Brooke and her husband set up the Peace Through Unity organisation in Sweden in 1975, also known as Peace Through Unity. Peace Through Unity was a United Nations accredited non-governmental organisation and part of their work was a quarterly newsletter titled Many to Many, with "news items, strategies, poems and letters from around the world, for use in the cause of peace, environmental protection and the rights of indigenous peoples".

In 1983, Brooke and her husband embarked on a year-long global mission of peace, coinciding with Sarawak's 20th anniversary of independence.

Brooke arrived in Whanganui with her husband, Anthony Brooke in 1987 after ten years of travelling. There they were advocates for non-violence, Indigenous rights and resolution of armed conflict and well known in Whanganui. Te Whare o Rehua Sarjeant Gallery has a drawing in their collection by Joanna Margaret Paul of Gita and Anthony Brooke. Peace Through Unity enabled the Handspan sculpture at Pukenamu Queen’s Park, Whanganui by potter Ross Mitchell-Anyon (1954–2022).

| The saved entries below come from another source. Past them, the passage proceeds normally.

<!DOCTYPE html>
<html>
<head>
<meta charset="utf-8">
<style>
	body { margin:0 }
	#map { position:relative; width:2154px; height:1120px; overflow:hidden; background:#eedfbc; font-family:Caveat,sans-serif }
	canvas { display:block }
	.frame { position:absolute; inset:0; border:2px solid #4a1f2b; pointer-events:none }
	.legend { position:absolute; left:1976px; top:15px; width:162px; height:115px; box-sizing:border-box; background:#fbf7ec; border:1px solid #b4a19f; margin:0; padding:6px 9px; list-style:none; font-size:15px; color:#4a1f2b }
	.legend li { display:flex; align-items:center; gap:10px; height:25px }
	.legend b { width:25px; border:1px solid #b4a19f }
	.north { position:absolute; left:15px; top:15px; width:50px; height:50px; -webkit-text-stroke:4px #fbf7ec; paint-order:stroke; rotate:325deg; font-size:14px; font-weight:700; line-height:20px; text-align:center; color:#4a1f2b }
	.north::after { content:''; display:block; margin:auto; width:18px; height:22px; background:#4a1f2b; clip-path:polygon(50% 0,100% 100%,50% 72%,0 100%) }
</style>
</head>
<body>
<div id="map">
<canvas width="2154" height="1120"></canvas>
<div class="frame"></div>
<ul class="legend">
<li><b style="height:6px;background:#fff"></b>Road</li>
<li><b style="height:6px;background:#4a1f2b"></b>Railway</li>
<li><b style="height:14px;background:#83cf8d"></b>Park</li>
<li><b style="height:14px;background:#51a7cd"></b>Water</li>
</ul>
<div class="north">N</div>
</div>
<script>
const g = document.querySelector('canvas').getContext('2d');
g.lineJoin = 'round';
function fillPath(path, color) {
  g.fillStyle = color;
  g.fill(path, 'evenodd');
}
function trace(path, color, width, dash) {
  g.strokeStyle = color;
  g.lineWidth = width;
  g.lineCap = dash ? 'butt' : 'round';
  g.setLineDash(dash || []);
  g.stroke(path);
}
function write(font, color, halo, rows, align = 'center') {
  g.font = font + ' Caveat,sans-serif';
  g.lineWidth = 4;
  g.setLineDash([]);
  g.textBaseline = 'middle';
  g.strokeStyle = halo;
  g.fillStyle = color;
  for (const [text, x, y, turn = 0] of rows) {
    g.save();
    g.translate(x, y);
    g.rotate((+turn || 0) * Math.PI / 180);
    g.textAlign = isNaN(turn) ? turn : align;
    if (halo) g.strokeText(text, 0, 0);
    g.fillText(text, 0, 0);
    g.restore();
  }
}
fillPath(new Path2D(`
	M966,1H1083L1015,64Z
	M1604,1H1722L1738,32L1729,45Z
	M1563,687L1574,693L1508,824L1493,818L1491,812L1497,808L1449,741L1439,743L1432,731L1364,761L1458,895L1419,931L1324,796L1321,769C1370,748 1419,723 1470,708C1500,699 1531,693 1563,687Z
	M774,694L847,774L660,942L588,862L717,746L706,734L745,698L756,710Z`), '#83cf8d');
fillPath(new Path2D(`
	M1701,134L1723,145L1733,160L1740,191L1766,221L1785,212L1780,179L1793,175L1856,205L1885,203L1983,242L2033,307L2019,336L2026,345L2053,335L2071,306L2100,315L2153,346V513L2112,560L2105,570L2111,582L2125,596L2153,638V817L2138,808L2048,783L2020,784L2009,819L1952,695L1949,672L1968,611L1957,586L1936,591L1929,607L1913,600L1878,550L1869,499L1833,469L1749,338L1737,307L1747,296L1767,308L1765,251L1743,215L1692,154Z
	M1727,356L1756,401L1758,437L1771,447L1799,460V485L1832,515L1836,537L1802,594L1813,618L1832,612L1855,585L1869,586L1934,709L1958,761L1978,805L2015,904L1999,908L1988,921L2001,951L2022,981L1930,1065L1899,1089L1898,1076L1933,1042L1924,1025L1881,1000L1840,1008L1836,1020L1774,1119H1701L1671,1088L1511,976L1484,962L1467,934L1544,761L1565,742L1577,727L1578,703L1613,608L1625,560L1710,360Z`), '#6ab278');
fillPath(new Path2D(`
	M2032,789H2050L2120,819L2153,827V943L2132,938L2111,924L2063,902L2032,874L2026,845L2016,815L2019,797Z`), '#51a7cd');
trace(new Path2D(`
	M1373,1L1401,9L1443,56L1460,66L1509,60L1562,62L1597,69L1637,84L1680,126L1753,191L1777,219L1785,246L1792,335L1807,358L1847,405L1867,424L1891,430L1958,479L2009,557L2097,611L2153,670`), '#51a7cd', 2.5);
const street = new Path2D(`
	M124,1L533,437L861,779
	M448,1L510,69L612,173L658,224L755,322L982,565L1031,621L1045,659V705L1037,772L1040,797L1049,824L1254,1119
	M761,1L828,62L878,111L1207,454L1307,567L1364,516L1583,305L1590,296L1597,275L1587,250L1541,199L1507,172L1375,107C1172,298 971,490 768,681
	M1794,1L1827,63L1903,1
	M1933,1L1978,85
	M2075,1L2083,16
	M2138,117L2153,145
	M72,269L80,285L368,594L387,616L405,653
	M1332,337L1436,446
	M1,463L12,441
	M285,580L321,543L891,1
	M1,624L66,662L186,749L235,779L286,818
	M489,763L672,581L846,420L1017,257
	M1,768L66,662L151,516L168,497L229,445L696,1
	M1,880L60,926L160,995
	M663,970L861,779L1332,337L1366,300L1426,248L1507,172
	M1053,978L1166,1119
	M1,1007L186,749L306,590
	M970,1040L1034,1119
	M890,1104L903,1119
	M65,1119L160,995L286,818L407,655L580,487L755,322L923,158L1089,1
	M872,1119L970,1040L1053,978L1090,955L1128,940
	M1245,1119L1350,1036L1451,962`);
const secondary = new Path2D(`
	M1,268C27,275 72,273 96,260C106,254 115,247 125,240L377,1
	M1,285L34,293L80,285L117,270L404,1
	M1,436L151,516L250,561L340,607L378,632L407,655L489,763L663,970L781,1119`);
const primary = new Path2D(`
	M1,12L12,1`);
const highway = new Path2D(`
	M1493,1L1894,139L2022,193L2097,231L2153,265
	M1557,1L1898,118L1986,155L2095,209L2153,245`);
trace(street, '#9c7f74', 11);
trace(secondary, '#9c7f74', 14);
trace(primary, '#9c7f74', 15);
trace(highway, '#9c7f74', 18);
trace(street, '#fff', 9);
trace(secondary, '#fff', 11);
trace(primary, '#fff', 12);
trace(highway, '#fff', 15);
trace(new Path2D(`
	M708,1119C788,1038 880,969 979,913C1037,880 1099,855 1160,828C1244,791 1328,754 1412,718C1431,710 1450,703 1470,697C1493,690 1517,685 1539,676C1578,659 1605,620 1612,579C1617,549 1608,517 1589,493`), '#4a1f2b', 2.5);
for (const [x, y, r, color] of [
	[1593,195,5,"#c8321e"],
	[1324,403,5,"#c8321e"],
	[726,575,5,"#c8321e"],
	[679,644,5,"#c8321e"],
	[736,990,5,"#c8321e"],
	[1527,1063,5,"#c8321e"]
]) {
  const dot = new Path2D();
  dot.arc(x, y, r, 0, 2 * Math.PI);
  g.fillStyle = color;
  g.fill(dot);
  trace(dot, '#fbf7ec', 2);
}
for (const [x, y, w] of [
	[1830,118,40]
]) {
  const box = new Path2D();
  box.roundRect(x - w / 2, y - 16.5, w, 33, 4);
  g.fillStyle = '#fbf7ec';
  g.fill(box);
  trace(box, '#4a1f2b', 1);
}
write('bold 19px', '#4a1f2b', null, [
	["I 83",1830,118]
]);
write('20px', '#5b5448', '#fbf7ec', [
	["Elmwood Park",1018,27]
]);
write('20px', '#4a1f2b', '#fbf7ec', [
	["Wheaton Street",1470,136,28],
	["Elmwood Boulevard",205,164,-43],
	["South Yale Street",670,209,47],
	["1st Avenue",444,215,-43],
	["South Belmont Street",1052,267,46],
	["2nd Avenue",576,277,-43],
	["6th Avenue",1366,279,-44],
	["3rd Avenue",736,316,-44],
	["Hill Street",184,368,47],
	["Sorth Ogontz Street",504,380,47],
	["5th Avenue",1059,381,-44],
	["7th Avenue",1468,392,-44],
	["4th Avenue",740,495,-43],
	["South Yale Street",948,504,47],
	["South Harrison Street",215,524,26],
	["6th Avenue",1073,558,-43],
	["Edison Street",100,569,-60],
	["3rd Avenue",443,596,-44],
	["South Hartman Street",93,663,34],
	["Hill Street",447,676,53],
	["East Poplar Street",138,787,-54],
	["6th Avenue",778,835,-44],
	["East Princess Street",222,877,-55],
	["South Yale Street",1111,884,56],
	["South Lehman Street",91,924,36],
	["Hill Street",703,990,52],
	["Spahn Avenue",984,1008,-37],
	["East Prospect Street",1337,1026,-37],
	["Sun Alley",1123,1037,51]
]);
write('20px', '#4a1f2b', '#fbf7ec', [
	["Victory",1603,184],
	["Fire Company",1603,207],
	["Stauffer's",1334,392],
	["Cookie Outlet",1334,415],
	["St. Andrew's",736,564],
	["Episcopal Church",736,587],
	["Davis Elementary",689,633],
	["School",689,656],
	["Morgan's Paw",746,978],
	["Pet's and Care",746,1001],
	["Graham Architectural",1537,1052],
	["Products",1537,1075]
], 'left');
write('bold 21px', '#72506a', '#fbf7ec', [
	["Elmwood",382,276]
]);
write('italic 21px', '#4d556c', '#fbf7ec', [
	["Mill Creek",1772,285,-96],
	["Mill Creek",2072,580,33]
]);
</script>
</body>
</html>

In her will Brooke and her husband vested Te Rangi, their home in Whanganui into the Peace Through Unity Charitable Trust, ensuring the house, its contents, and the garden would be used to serve as a place of peace. It is used for philanthropic purposes including in 2013 a scholarship residency.

== Personal life and death ==
Brooke had a daughter and a number of grandchildren and great-grandchildren.

Brooke died at home in Whanganui on 23 February 2020 aged 88 and was married to Anthony Brooke who was the 3rd White Rajah Muda of Sarawak.